(Extracted data entries)
────────────────
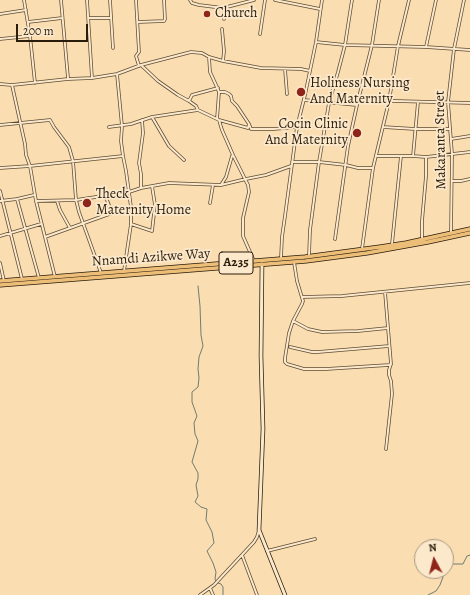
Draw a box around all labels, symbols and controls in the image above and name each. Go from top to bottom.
place label: Church [215,6,257,22]
marker: Church [202,9,212,19]
scale bar [18,16,90,42]
text: 200 m [23,23,54,39]
place label: Holiness Nursing And Maternity [310,76,410,108]
marker: Holiness Nursing And Maternity [295,86,307,98]
street label: Makaranta Street [432,90,450,190]
place label: Cocin Clinic And Maternity [265,117,348,150]
marker: Cocin Clinic And Maternity [351,127,363,139]
place label: Theck Maternity Home [96,187,191,220]
marker: Theck Maternity Home [81,197,93,209]
street label: Nnamdi Azikwe Way [91,245,211,271]
road number: A235 [219,252,253,274]
north arrow [414,539,454,579]
text: N [428,540,437,556]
────────────────
## PROBLEM
The entries above need to be transcribed word for word, and the pictures stay out.

## RESULT OF THIS TASK
Draw a box around all labels, symbols and controls in the image above and name each. Go from top to bottom.
place label: Church [215,6,257,22]
marker: Church [202,9,212,19]
scale bar [18,16,90,42]
text: 200 m [23,23,54,39]
place label: Holiness Nursing And Maternity [310,76,410,108]
marker: Holiness Nursing And Maternity [295,86,307,98]
street label: Makaranta Street [432,90,450,190]
place label: Cocin Clinic And Maternity [265,117,348,150]
marker: Cocin Clinic And Maternity [351,127,363,139]
place label: Theck Maternity Home [96,187,191,220]
marker: Theck Maternity Home [81,197,93,209]
street label: Nnamdi Azikwe Way [91,245,211,271]
road number: A235 [219,252,253,274]
north arrow [414,539,454,579]
text: N [428,540,437,556]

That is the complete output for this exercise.